Professional Summary

  • Data and Information Scientist with over 12 years of experience in enterprise-level and lab-level data management in science, medicine, social science, business, law, and industry.
  • I’m committed to building, documenting, and maintaining processes and systems that support strategic organizational goals, unburden teams, and enable innovation.
  • My passion for information access led me to earn a Master’s Degree in Library and Information Science from the University of Washington, which gives me a unique perspective on curating and stewarding data and digital assets for both access and long-term preservation.

Demonstrated ability to

  • Learn quickly, think creatively, and work collaboratively
  • Manage projects with multiple stakeholders
  • Build and maintain relationships with external stakeholders
  • Communicate technical details to a non-technical audience
  • Develop and implement enterprise-wide data initiatives
  • Curate and publish diverse data and research outputs for complex organizations

Skills and proficiencies include

  • Expertise in data curation best practices, data documentation, data modeling, and database management systems
  • Strong written and verbal communication, attention to detail, analytical thinking, and problem-solving abilities
  • Using Python (pandas, numpy, scikit-learn, keras, tensorflow), R, APIs, SQL, and Tableau to clean, investigate, analyze, and visualize data
  • Master Data Management (MDM) and data governance best practices
  • Digital Asset Management (DAM) tools and best practices
  • Expert knowledge of statistical and related research methodologies (descriptive and inferential, quantitative and qualitative)
  • Familiarity with AWS, Snowflake, Jira, GitHub, Jupyter notebooks, Microsoft Office applications, and other collaborative tools

Experience

Data Science Associate

2022 - 2023
Pitney Bowes

Summary

  • Worked across PB’s many lines of business to store, curate, and provide access to structured and unstructured data and information in corporate repositories in alignment with our data models.
  • Worked with AWS, Snowflake, and SelectStar to build data domains with accompanying data dictionaries.
  • Built taxonomies for classification of data products and information in cooperation with subject matter experts in several domains.
  • Ingested and documented assets in Pitney Bowes’ data catalog, providing a single source of truth for business applications.
  • Analyzed usage of data catalog to determine cross-company team needs, gather feedback, and address issues.
  • Advanced the visibility and discovery of data by developing processes to streamline data collection, curation, and dissemination.

Data & Assessment Librarian

2017 - 2022
Yale Law School

Summary

  • Led data and assessment efforts for the institution, including designing, distributing, and analyzing surveys of the user populations.
  • Built, documented, and visualized datasets from multiple sources using SQL, Python, R, OpenRefine, and Tableau in order to assess institutional data.
  • Created reports and visualizations of data on services and collections to strategically communicate institutional activities to a diverse group of stakeholders.
  • Instructed researchers on the discovery, collection, use, analysis, and management of data, software, programming tools, and other digital assets across the research lifecycle.
  • Consulted one-on-one with researchers on designing, implementing, and completing studies requiring significant statistical or data-related research.

Data Librarian for the Social & Natural Sciences

2011 - 2017
Yale University

Summary

  • Established and coordinated the university-wide Research Data Consultation Group to assist Yale researchers in the sciences and social sciences with data analysis and management at any point in their research.
  • Collaborated with colleagues across Yale’s libraries to architect a digital repository system and write a digital preservation policy for born-digital and archival materials.
  • Created and taught courses on research data management, both in general and for specific disciplines in collaboration with Yale faculty in astrophysics and political science.
  • Collaborated with the Provost’s Office to research, write, and support Yale’s official policy on Research Data and Materials.

Projects

This is a short list of projects I've worked on.
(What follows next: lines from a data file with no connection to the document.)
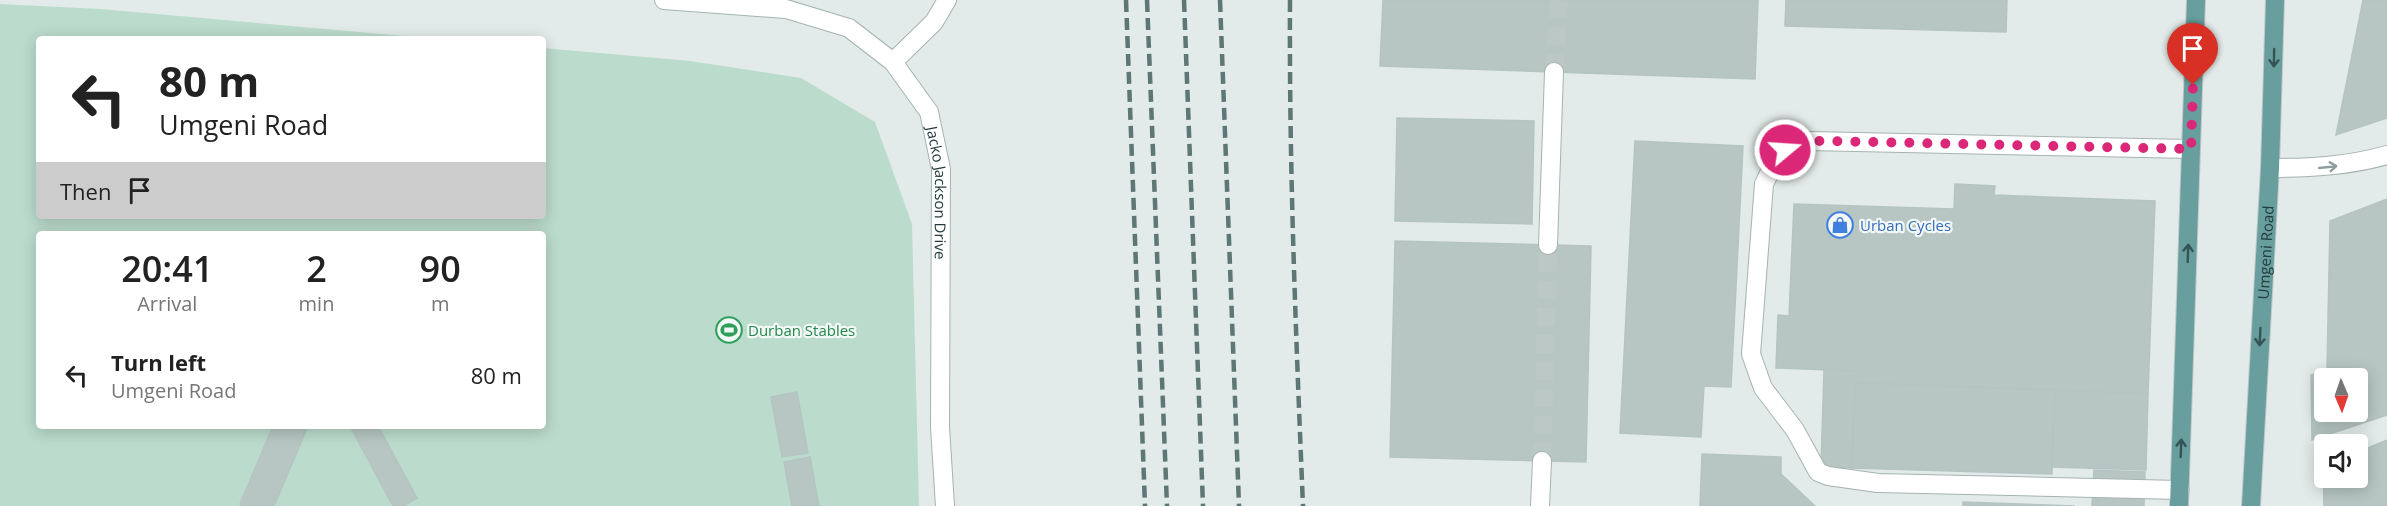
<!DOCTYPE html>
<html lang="en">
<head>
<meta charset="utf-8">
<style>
  :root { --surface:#fff; --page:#f2f2f2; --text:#222; --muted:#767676 }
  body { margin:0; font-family:"Open Sans",sans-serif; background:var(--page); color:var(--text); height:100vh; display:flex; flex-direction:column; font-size:22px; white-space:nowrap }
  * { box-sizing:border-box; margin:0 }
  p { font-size:20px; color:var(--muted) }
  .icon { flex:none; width:33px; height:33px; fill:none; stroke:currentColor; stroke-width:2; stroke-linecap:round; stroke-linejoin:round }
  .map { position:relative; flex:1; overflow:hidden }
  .side { position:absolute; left:36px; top:231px; width:510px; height:198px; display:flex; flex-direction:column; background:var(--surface); border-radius:6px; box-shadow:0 3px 15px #0003 }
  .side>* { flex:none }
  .top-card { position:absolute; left:36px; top:36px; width:510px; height:183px; border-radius:6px; box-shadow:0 3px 15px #0003; background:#fff; color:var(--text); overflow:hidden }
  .needle { width:39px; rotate:178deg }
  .fabs { position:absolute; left:2314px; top:368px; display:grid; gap:12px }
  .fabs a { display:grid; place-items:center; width:54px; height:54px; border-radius:6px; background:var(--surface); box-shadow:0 3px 15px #0003; font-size:30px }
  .pin { position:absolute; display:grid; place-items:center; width:51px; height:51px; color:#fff; margin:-62px -26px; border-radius:50% 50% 50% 0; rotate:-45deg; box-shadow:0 0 6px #0007 }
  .pin .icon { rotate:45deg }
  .me { position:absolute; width:66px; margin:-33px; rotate:72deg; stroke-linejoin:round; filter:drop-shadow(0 0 4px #0008) }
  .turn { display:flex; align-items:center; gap:21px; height:126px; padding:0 24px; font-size:27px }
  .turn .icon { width:78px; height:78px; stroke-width:2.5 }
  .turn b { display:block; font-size:42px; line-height:51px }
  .then { display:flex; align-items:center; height:57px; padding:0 24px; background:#0003; gap:12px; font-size:22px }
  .eta { display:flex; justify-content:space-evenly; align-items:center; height:102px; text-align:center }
  .eta b { font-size:36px; font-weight:600; line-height:42px }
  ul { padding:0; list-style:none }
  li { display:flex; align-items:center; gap:18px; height:84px; padding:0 24px }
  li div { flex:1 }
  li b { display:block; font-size:22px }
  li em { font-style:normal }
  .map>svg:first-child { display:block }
  .green { fill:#bbdbcc; fill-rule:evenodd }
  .building { fill:#b7c6c3; stroke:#b4c4c2; stroke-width:1.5; fill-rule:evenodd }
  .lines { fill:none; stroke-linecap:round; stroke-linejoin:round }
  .minor-tunnel { stroke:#bcc8c6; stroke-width:18; stroke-dasharray:18 9; stroke-linecap:butt }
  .minor-casing { stroke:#a5b3b1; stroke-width:20 }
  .major-casing { stroke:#c1c8c8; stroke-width:20 }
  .minor { stroke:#fff; stroke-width:18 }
  .major { stroke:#689e9e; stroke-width:18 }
  .rail { stroke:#5d7776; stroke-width:4.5; stroke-dasharray:12 6; stroke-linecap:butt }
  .oneway { stroke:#345454 }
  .oneway2 { stroke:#919d9d }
  .route { stroke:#db2777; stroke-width:10; stroke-dasharray:0 18 }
  .labels { text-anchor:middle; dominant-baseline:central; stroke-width:4.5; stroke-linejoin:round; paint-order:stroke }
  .street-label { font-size:15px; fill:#233b3b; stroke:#f2f8f6 }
  .shop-label { font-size:15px; fill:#366cbe; stroke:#f2f8f6; text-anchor:start }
  .leisure-label { font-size:15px; fill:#27864d; stroke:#f2f8f6; text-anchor:start }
</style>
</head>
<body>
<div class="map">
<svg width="2387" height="506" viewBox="0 0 2387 506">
  <rect width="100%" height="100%" fill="#e2ebe9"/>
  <path class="green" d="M0,4L100,9L439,39H39V216H543V48L690,61L801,78L875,122L912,224L919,506H0ZM39,234H543V426H39Z"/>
  <g class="building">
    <path d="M1383,0H1758L1755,79L1380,66Z"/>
    <path d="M1786,0H2007L2006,32L1785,26Z"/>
    <path d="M2363,0H2387V118L2336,135Z"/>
    <path d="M1397,118L1534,121L1532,224L1395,221Z"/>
    <path d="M1635,141L1743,146L1731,387L1704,386L1701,437L1620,433Z"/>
    <path d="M1955,184L1995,186L1994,195L2155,201L2148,394L1856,383V371L1776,368L1778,315L1789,316L1794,204L1954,209Z"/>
    <path d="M2387,199V415L2312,440L2311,375L2327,369L2330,221ZM2325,378H2358V411H2325Z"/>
    <path d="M1395,241L1591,246L1586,462L1390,457Z"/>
    <path d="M1824,369L1855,371L1852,468L1821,467Z"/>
    <path d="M1856,383L2055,390L2052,474L1852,468Z"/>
    <path d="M2055,390L2148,394L2146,470L2052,467Z"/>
    <path d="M797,392L808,453L782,457L771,397Z"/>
    <path d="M273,426H308L274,506H245L240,504Z"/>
    <path d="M350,426H378L417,498L403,506H393Z"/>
    <path d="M2387,440V506H2324L2323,465H2325V477H2358V452Z"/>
    <path d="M1702,454L1781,457V474L1815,506H1700Z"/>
    <path d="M810,457L819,506H792L784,462Z"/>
    <path d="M2094,470L2145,472L2144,506H2092Z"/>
    <path d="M1963,502L2075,506H1963Z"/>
  </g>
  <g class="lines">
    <g class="minor-tunnel">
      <path d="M1554,72L1559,0"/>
      <path d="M1542,461L1548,245"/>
    </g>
    <g class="minor-casing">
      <g id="minor">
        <path id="s1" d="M664,0L786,9L849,28L893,62L929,112L941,169L940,427L945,506"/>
        <path d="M893,62L934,22L947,0"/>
        <path d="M2270,168C2310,168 2348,166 2387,155"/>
        <path d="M1548,245L1554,72"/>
        <path d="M2180,490L1878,483L1828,476L1818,472L1795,430L1763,388L1751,354L1764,184C1778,155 1779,153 1809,141L2191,149"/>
        <path d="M1540,506L1542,461"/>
      </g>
    </g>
    <g class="major-casing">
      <g id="major">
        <path d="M2179,506L2196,0"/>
        <path id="s2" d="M2251,506L2270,168L2275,0"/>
      </g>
    </g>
    <use href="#minor" class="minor"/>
    <use href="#major" class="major"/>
    <g class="rail">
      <path d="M1126,0L1145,506"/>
      <path d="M1147,0L1167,506"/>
      <path d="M1184,0L1203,506"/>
      <path d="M1220,0L1239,506"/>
      <path d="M1290,0C1289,169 1296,337 1303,506"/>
    </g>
  </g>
  <defs><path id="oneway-shaft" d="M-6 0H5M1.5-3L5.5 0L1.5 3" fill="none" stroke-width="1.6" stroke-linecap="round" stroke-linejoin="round" transform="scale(1.5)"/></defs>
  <g class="oneway">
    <use href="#oneway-shaft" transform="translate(2274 58) rotate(91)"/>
    <use href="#oneway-shaft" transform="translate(2188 253) rotate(-88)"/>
    <use href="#oneway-shaft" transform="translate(2260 337) rotate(93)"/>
    <use href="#oneway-shaft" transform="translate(2181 448) rotate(-88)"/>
  </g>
  <use class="oneway2" href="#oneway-shaft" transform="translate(2328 167) rotate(-6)"/>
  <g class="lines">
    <path class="route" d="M1785,150L1809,141H1826L2191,149L2193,85"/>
  </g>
  <defs>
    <g id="shop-ring" transform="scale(1.35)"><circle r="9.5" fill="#f2f8f6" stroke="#3f7fe0" stroke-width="1.5"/><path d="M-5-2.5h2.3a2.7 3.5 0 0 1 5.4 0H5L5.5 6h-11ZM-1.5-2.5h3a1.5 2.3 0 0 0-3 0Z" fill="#3f7fe0"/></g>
    <g id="stadium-ring" transform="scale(1.35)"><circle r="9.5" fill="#f2f8f6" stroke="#2e9e5b" stroke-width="1.5"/><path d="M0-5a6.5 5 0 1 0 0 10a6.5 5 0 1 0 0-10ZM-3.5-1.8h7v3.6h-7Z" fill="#2e9e5b"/></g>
  </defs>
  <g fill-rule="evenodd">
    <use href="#shop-ring" x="1840" y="225"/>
    <use href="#stadium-ring" x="729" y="330"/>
  </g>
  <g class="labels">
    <g class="street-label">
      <text stroke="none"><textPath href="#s1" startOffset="387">Jacko Jackson Drive</textPath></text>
      <text stroke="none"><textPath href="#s2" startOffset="254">Umgeni Road</textPath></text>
    </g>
    <g class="shop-label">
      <text x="1860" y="225">Urban Cycles</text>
    </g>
    <g class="leisure-label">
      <text x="748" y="330">Durban Stables</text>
    </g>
  </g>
</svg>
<div class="fabs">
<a><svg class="needle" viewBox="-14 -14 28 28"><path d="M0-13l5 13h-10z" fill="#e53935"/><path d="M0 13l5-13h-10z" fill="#767676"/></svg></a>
<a><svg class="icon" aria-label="sound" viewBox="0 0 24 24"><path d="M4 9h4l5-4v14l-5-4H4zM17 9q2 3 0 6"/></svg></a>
</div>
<div class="pin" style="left:2193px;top:85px;background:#d93025"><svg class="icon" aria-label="arrive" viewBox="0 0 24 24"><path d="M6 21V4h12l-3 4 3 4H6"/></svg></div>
<svg class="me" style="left:1785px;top:150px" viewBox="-20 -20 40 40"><circle r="17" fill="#db2777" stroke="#fff" stroke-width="3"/><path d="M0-11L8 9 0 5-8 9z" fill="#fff"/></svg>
<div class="top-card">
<div class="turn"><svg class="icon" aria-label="left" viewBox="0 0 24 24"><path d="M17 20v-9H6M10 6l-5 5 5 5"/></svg><div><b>80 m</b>Umgeni Road</div></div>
<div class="then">Then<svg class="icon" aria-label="arrive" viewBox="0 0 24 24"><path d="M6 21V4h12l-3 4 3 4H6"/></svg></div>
</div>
<section class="side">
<div class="eta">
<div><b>20:41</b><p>Arrival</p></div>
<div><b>2</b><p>min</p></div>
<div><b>90</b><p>m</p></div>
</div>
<ul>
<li><svg class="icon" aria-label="left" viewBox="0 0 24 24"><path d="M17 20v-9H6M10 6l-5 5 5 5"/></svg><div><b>Turn left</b><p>Umgeni Road</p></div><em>80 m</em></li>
</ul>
</section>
</div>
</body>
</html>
A more comprehensive portfolio page is under construction.

Monster Mashup 2015 - Horror Business - Using Open Refine to clean and join data about horror films held in the Yale University Library VHS collection. An online accompaniment to a Halloween-themed data workshop hosted at Yale for several years.
Monster Mashup 2014 - Finding the Devil in Contemporary Music - Using Open Refine to clean and explore data within a dataset of 500,000 songs. An online accompaniment to a Halloween-themed data workshop hosted at Yale for several years.
Monster Mashup 2013 - Witch Trials - Using Open Refine to clean, join, and explore data about witch trials in the US, Europe, and England. An online accompaniment to a Halloween-themed data workshop hosted at Yale for several years.
Research Data @ Yale - I founded and coordinated Yale's Research Data Consultation Group during my time as Data Librarian. Research Data @ Yale was a university-wide group that provideed consultation on best practices, implemented data management services, and linked users to resources for assistance at any point in the data lifecycle. Several of our members also drafted and implemented Yale's official university policy on research data and materials.
Yale Day of Data - I founded and chaired the Yale Day of Data Conference from 2013 - 2017. Day of Data brings together scholars from across academia, government, and industry to discuss the research data landscape at Yale and beyond. Videos of previous presentations are available on the conference website.